The Judiciary Committee marked up the bill by Rep. Trent Franks (R-AZ), an ardent foe of abortion rights, and approved it. The current threshold provided by the Supreme Court for a woman’s right to terminate her pregnancy is 24 weeks.

A version of the legislation last year applied the 20-week abortion ban only to the District of Columbia. This year Republicans are invoking the case of abortion doctor Kermit Gosnell — the Philadelphia abortion doctor who was convicted last month of first-degree murders of three babies born alive — to argue for a nationwide ban on late-term abortion.

“The terrifying facts uncovered during the course of the trial of late-term abortionist Kermit Gosnell, and successive reports of similar atrocities committed across the country, remind us how an atmosphere of insensitivity can lead to horrific brutality,” said Judiciary Committee Chairman Bob Goodlatte (R-TX). “Delivered or not, babies are babies, and they can feel pain at least by 20 weeks. It is time to welcome young children who can feel pain into the human family. And this bill, at last, will do just that.”

Franks likened late-term abortion to a human rights issue on the scale of slavery and genocide.

The bill is expected to pass the House and then die in the Democratic-led Senate, while winning the praise of anti-abortion voters whom Republicans rely on and incurring the wrath of reproductive rights advocates. While the Republican Party’s ongoing focus on curtailing legal abortion will energize social conservatives, it’s also likely to cost the party with women voters, who already prefer Democrats by considerable margins.

“The idea that the Republican men on this committee think they can tell the women of America they have to carry to term the product of a rape is outrageous,” said Rep. Zoe Lofgren (D-CA).

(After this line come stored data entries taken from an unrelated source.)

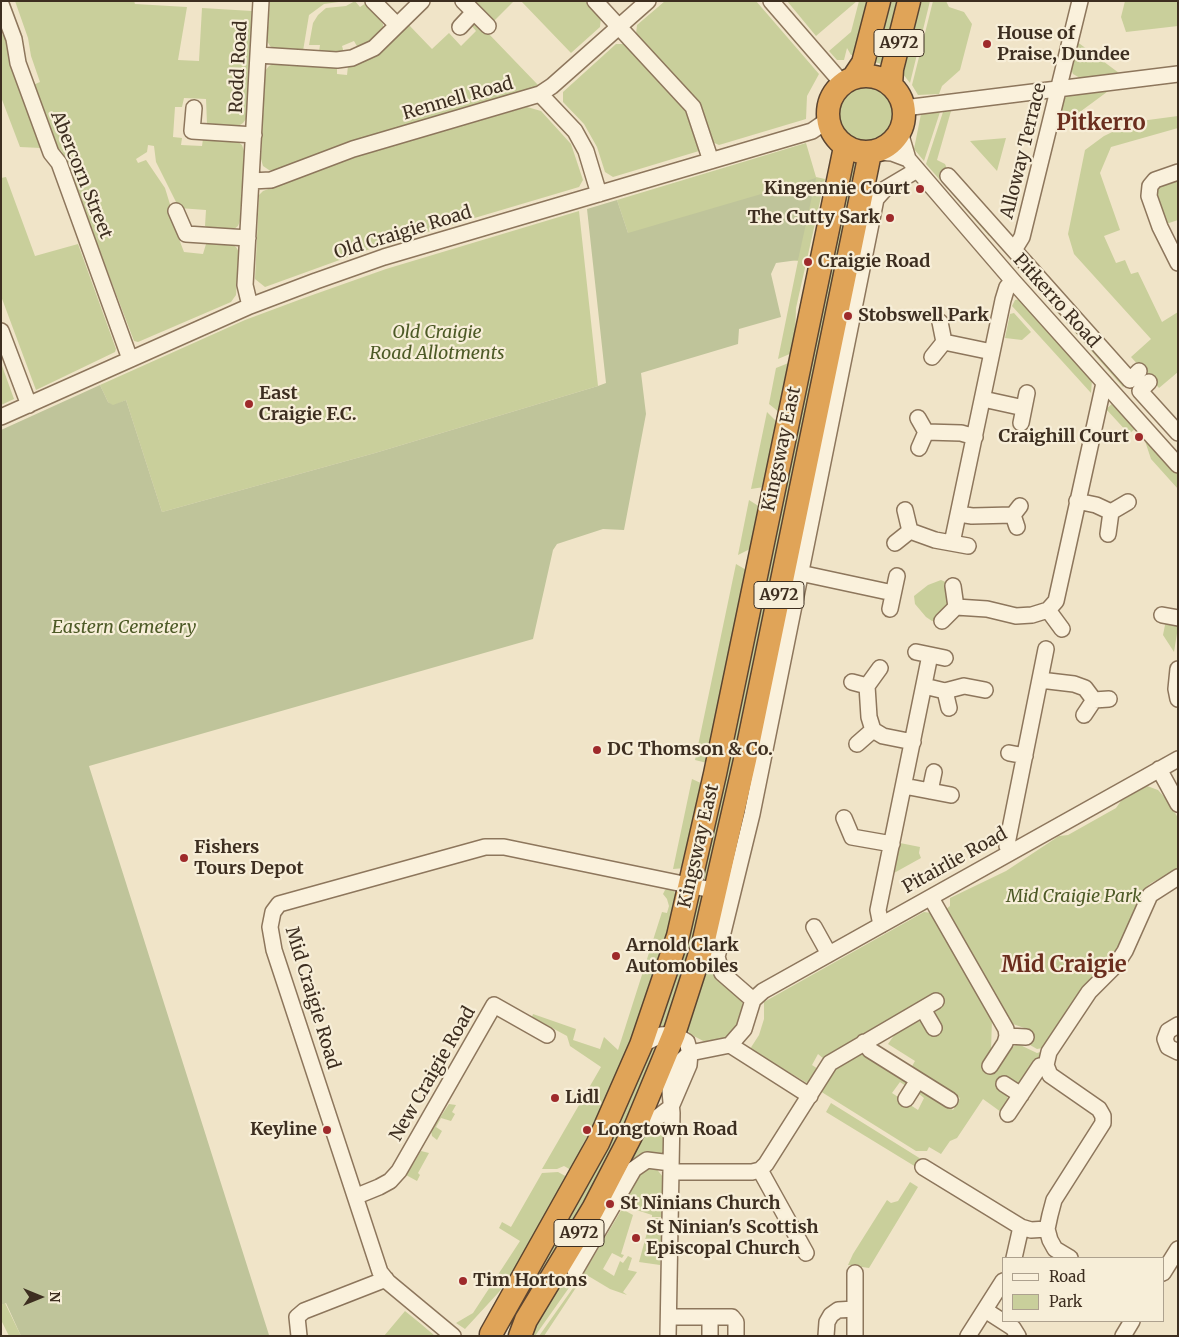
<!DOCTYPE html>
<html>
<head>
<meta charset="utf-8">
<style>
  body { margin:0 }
  #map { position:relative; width:1179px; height:1337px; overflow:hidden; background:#f0e4c8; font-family:Merriweather,serif }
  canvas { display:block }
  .frame { position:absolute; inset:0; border:2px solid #3d2e20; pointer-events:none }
  .legend { position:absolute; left:1002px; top:1257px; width:162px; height:65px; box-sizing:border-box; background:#f7eed8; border:1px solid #ada18e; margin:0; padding:6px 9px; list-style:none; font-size:15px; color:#3d2e20 }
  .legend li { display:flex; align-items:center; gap:10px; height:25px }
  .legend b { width:25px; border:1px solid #ada18e }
  .north { position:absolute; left:15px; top:1272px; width:50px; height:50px; -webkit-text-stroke:4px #f7eed8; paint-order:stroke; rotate:90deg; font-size:14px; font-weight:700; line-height:20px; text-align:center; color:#3d2e20 }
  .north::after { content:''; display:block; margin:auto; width:18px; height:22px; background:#3d2e20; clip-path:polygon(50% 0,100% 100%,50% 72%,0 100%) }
</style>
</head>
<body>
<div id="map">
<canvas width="1179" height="1337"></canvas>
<div class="frame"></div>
<ul class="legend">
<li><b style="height:6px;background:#faf1dc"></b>Road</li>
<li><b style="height:14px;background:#c9cf9b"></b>Park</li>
</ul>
<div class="north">N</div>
</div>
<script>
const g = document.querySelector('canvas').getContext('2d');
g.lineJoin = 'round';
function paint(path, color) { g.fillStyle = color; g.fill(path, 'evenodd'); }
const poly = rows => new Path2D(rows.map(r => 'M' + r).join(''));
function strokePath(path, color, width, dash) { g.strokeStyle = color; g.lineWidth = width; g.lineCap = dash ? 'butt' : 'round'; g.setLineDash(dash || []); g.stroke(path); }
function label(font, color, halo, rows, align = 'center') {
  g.font = font + ' Merriweather,serif'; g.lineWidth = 4.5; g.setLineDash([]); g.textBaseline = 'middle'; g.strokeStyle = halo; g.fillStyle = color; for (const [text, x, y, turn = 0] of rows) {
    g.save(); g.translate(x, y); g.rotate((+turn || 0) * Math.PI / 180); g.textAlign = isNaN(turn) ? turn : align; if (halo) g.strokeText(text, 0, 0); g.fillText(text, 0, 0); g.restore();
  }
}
const green = poly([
  [15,1,134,1,135,4,187,7,178,60,199,61,202,8,252,11,246,119,243,123,237,127,207,124,206,99,184,98,182,107,175,107,173,137,182,138,181,145,202,146,203,139,237,141,242,145,244,151,240,221,238,226,233,230,210,229,205,226,206,210,179,208,156,162,154,146,148,145,147,152,136,159,138,163,146,160,165,188,172,211,169,213,184,252,203,254,206,244,210,243,231,244,236,247,239,252,236,295,231,302,138,342,134,341,62,152,56,146,33,85,40,82,31,56,28,38],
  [270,1,346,1,324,4,309,15,303,51,275,49,270,46,267,41],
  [355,1,360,7,366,3,383,24,383,29,369,43,358,48,354,41,342,46,344,53,319,52,320,45,309,45,313,23,318,15,326,8,346,6],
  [469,1,514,1,491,24],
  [521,1,585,1,601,17,600,27,571,53],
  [665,1,756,1,819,74,807,96,806,119,719,145,710,141,699,103,636,34,637,25],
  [787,1,857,1,816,36],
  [859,1,872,1,858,56,851,55,847,48,844,60,837,60,829,51,851,32],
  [884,1,902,1,886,65,870,61],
  [916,1,930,1,910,83,899,69],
  [933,1,946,1,949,7,964,12,972,24,960,70,942,86,939,94,918,95,912,85],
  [1125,1,1178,1,1178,26,1126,32,1121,17],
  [408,24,432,49,449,33,461,46,476,31,471,25,477,25,485,33,487,32,538,85,532,90,278,171,269,170,263,166,261,159,265,71,269,66,275,63,337,67,337,74,347,75,348,66],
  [7,33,41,148,20,147,1,97,1,35],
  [1076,41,1119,73,1080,78,1073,74,1070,67],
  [616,44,626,44,687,109,699,151,613,177,605,172,597,147,584,124,563,102,563,92],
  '836 115a30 30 0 1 1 60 0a30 30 0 1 1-60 0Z',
  [1111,89,1054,131,1061,102,1068,94],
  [527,107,541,111,571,144,583,180,579,187,370,249,265,287,255,279,259,195,263,191,364,154],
  [951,111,937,160,945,164,957,192,956,196,993,232,989,236,926,164,943,112],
  [940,112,924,161,914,149,921,114],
  [1178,116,1178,128,1111,147,1100,173,1120,230,1104,236,1116,263,1125,260,1131,274,1138,272,1162,322,1178,312,1178,372,1159,388,1131,357,1151,339,1074,254,1068,234,1085,150,1104,136,1133,122],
  [1006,138,997,171,970,141],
  [806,143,816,177,825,179,796,308,795,338,792,353,778,359,798,261,628,233,617,200],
  [848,157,863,160,708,880,703,880,701,878],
  [6,177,35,256,78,244,116,349,115,352,36,390,1,296,1,178],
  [1177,179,1178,220,1166,224,1155,196,1156,190,1161,185],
  [579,211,598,386,375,453,162,512,126,400,113,406,108,402,100,385,245,320,304,298,386,269],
  [1025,268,1127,383,1123,387,1035,287],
  [1020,299,1092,380,1091,393,1012,306,1015,300],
  [1014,313,1031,332,1022,340,1005,338,1010,314],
  [835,351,745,818,714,956,739,994,743,1005,742,1017,739,1027,724,1043,709,1044,690,1034,687,1029],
  [791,362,780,413,769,404,776,368],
  [1,363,14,399,1,405],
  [1113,403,1136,428,1129,434,1106,409],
  [767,412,778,423,764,487,751,489],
  [1144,438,1178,475,1178,489,1151,459],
  [749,500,760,507,752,548,738,555],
  [736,564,748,571,707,763,695,760],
  [941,580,948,583,951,603,937,620,932,621,926,617,915,604,914,596,928,585],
  [1166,620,1176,622,1178,627,1174,652,1163,635],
  [692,779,703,784,686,868,673,869],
  [1147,786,1158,790,1169,802,1178,818,1178,869,1151,883,1143,890,1119,946,1086,984,1043,1048,1037,1049,1030,1045,1030,1030,1010,1023,945,910,950,906,950,898,1006,871,1059,836,1068,835,1116,808,1121,801],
  [900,843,920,847,919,853,921,858,894,873],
  [669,888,674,890,676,898,659,969,607,1102,583,1144,575,1167,571,1170,564,1166,557,1169,542,1169,601,1067,570,1046,567,1036,532,1017,533,1014,576,1029,573,1040,600,1049,604,1037,618,1050,662,912,667,913,669,906,667,899,663,894,665,890],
  [699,895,705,896,669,1027,652,1033,696,898],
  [924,912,932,913,992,1019,991,1051,982,1065,994,1072,1009,1049,1018,1044,1037,1053,1044,1051,1020,1082,1014,1083,1007,1095,1008,1100,1001,1112,983,1099,957,1138,950,1141,941,1154,929,1147,927,1151,916,1151,820,1091,835,1068,861,1053,906,1081,906,1086,900,1082,892,1093,918,1110,924,1098,918,1093,924,1092,953,1110,960,1098,911,1068,915,1061,888,1044,895,1034,916,1021,922,1022,929,1034,934,1036,941,1027,935,1012,943,1006,936,993,824,1059,818,1054,812,1065,818,1069,807,1083,750,1049,759,1035,764,1019,764,1002],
  [661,1040,630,1123,515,1328,506,1323,620,1110,633,1092,651,1048],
  [831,1103,921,1159,916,1167,826,1112],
  [449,1104,456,1105,452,1112,455,1114,451,1121,441,1118,436,1127,442,1131,437,1140,432,1136,431,1131],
  [644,1131,657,1132,663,1137,666,1144,665,1155,636,1160,628,1156],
  [421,1151,429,1153,418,1173,420,1175,417,1181,406,1175],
  [647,1167,655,1167,663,1177,662,1217,652,1217,652,1215,624,1206,640,1170],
  [558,1172,569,1178,530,1246,499,1292,465,1329,456,1323,473,1313,520,1241,499,1228,502,1222,511,1227,542,1173],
  [910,1182,918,1187,869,1268,848,1265,853,1254,887,1200,891,1203,898,1201],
  [622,1209,633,1215,621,1254,624,1255,622,1258,612,1253,603,1269,614,1276,620,1261,623,1263,628,1256,632,1258,628,1270,637,1272,623,1292,627,1295,610,1289,585,1274,544,1336,539,1336,585,1271],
  [651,1218,662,1218,660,1265,639,1262],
  [588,1231,578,1275,535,1336,529,1334],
  [5,1303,21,1336,9,1336,1,1320,1,1305],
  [405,1311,421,1324,435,1336,384,1336]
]);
const cemetery = poly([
  [816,178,798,260,776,263,771,274,781,317,739,329,738,344,641,373,646,414,624,530,603,529,557,544,553,550,533,639,89,766,269,1335,21,1336,6,1303,1,1305,1,430,100,385,108,402,113,405,126,400,162,512,375,453,598,386,606,383,587,209,617,200,628,233]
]);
const minor = poly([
  [373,1,397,25],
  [463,1,488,26],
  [595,1,693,107,711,161],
  [771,1,843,84],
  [1,4,14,39,18,63,51,153,59,163,130,359],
  [460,27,474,12],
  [258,55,337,60,352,58,374,48,422,1],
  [540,94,575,131,586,151,599,194],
  [194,108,192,131,254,135],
  [904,108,1178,74],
  [900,132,908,159,1013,281,1178,465],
  [874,152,892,153,908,159],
  [1178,172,1155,180,1150,186,1149,196,1160,227,1178,263],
  [948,176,1130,380,1139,371],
  [251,181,271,180,353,149,540,94,552,86,648,1],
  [176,211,186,234,248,238],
  [1014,250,1022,237,1080,1],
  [250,306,245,285,261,1],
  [940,322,944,342],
  [1,331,29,405],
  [932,357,944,342,992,352],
  [1149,382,1140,391,1178,433],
  [983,399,1024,408],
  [1,417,250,306,316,281,384,257,812,131,828,120],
  [918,418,926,432],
  [1021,423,1027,393],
  [919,448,926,432,961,433,975,437],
  [1077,501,1096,505,1111,512,1128,502],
  [905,510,910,531,935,540,968,546],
  [959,514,972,516,1013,515],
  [1017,527,1013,515,1020,506],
  [1108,534,1111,512],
  [895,543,910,531],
  [952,543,1003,300,1007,287,1013,281],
  [800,573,893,593],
  [953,586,956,607,987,609,1016,616,1032,615,1048,610,1056,601,1104,383],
  [890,609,897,576],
  [1048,610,1062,629],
  [1162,615,1178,618],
  [942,621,956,607],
  [916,652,945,658],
  [880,668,867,686,869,717,873,730,883,736,913,742],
  [1178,669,1176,689,1178,699],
  [1040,680,1074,684,1085,688,1094,700,1084,715],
  [852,682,867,686],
  [924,686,945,691,964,686,985,690],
  [945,691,949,708],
  [1094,700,1109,699],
  [857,744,873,730],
  [1009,753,1025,756],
  [1159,769,1178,804],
  [904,786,951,795],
  [930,791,934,772],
  [844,818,852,837,892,844],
  [1010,852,1007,846,1008,839,1046,649],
  [931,898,1006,1029,1007,1036,1005,1043,990,1066],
  [881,925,878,910,930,655],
  [814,927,829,954],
  [753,1000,722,973,717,957,752,814,876,199,885,189,917,170],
  [923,1009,934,1028],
  [1178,1025,1168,1031,1165,1039,1168,1047,1178,1052],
  [1007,1036,1026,1037],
  [864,1042,870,1050,950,1100],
  [730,1045,810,1096],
  [1046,1065,1050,1075,1099,1109,1103,1116,1103,1123,1054,1200,1050,1215,1047,1229,1050,1240,1055,1249,1070,1258],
  [1004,1084,1021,1095],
  [906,1099,918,1080],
  [1008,1114,1040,1066,1046,1065,1049,1052,1089,992,1116,965,1125,951,1150,895,1178,877],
  [635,1128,650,1123,671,1107,689,1065,690,1053,687,1042,674,1034,661,1035,641,1045],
  [923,1167,1021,1227,1031,1230,1047,1229],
  [760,1170,806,1253],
  [671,1172,752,1172,760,1170,766,1164,830,1063,936,1001],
  [357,1196,379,1187,390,1181,399,1171,494,1005,547,1035],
  [1014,1258,1021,1227],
  [575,1271,634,1169,647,1160,671,1163],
  [1163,1273,1178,1249],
  [985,1310,1013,1328,1018,1336],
  [669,1317,732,1317,736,1322,736,1336],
  [299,1336,297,1317,304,1311,386,1279],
  [453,1336,388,1282,380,1272,274,950,270,927,273,912,279,904,485,847,504,847,717,891],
  [668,1336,672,1113,670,1091,673,1076,680,1062,690,1053,730,1045,744,1029,753,1000,763,991,1178,759],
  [710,1336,710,1317],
  [826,1336,827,1322,831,1315,838,1310,855,1309],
  [855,1336,855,1273],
  [968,1336,1003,1281],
  [1123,1336,1132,1321]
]);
const highway = poly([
  '828 114a38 38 0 1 1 76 0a38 38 0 1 1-76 0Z',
  [853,78,863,63,879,1],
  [891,85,892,69,909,1],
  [491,1334,598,1143,641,1045,678,936,715,774,845,147],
  [520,1336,526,1320,593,1209,635,1128,674,1034,703,944,745,760,870,153]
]);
const markers = [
  [987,44,5,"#9e2a2b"],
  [920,189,5,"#9e2a2b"],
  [890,218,5,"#9e2a2b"],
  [808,262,5,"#9e2a2b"],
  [848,316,5,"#9e2a2b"],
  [249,404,5,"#9e2a2b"],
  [1139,437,5,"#9e2a2b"],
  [597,750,5,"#9e2a2b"],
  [184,858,5,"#9e2a2b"],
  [616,956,5,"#9e2a2b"],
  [555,1098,5,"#9e2a2b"],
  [327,1130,5,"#9e2a2b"],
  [587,1130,5,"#9e2a2b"],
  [610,1204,5,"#9e2a2b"],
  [636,1238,5,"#9e2a2b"],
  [463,1281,5,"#9e2a2b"]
];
const shields = [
  [899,43,50],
  [779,595,50],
  [579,1233,50]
];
const shieldNames = [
  ["A972",899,43],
  ["A972",779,595],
  ["A972",579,1233]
];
const poiNames = [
  ["House of",997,34],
  ["Praise, Dundee",997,55],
  ["Kingennie Court",910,189,"right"],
  ["The Cutty Sark",880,218,"right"],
  ["Craigie Road",818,262],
  ["Stobswell Park",858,316],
  ["East",259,394],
  ["Craigie F.C.",259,415],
  ["Craighill Court",1129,437,"right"],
  ["DC Thomson & Co.",607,750],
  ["Fishers",194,848],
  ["Tours Depot",194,869],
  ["Arnold Clark",626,946],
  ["Automobiles",626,967],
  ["Lidl",565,1098],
  ["Keyline",317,1130,"right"],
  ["Longtown Road",597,1130],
  ["St Ninians Church",620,1204],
  ["St Ninian's Scottish",646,1228],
  ["Episcopal Church",646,1249],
  ["Tim Hortons",473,1281]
];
const streetNames = [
  ["Rodd Road",239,67,-87],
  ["Rennell Road",458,99,-16],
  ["Alloway Terrace",1024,151,-76],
  ["Abercorn Street",81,175,68],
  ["Old Craigie Road",403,233,-17],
  ["Pitkerro Road",1056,301,48],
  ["Kingsway East",782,449,-78],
  ["Kingsway East",699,846,-77],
  ["Pitairlie Road",955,861,-29],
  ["Mid Craigie Road",312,998,73],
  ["New Craigie Road",433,1074,-60]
];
const parkNames = [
  ["Old Craigie",437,333],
  ["Road Allotments",437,354],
  ["Eastern Cemetery",124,628],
  ["Mid Craigie Park",1074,897]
];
const districtNames = [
  ["Pitkerro",1101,124],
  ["Mid Craigie",1064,966]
];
paint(green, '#c9cf9b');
paint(cemetery, '#bfc49a');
strokePath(minor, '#8d765c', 18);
strokePath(highway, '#5b4430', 25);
strokePath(minor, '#faf1dc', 15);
strokePath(highway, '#e0a458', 22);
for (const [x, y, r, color] of markers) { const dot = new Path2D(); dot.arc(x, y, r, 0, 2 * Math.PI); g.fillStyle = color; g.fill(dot); strokePath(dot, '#f7eed8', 2); }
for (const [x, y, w] of shields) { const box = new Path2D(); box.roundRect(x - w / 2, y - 13.5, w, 27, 4); g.fillStyle = '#f7eed8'; g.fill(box); strokePath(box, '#3d2e20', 1); }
label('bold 16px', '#3d2e20', null, shieldNames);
label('bold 18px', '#3d2e20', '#f7eed8', poiNames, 'left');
label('18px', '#3d2e20', '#f7eed8', streetNames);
label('italic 18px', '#4d5a26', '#f7eed8', parkNames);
label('bold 22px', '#6b2e1e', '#f7eed8', districtNames);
</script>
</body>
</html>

Rep. Jerry Nadler (D-NY), echoing his Democratic colleagues’ arguments against the legislation, called it “misguided, cruel and unconstitutional.”

There is not conclusive scientific evidence that fetuses can feel pain at 24 weeks of gestation. Just 1.4 percent of abortions involve fetuses older than 20 weeks, according to the Centers for Disease Control and Prevention — many of which are to protect the mother’s life or health.

The committee rejected two Democratic amendments aimed at creating exceptions for rape, incest and the health of the mother. The Republican Franks described them as efforts to “kill the bill,” claiming that incidence of pregnancy from rape was “very low.”

Nadler said the answer to Gosnell is to provide high-quality health care so women don’t have to resort to criminals like him, and “if that means funding a Planned Parenthood clinic in every neighborhood to put guys like Gosnell out of business, so be it.”

Rep. Sheila Jackson Lee (D-TX), mocking the male-dominated group of Republicans on the committee, said, “There’s limited experience on this panel of those who’ve actually given birth.”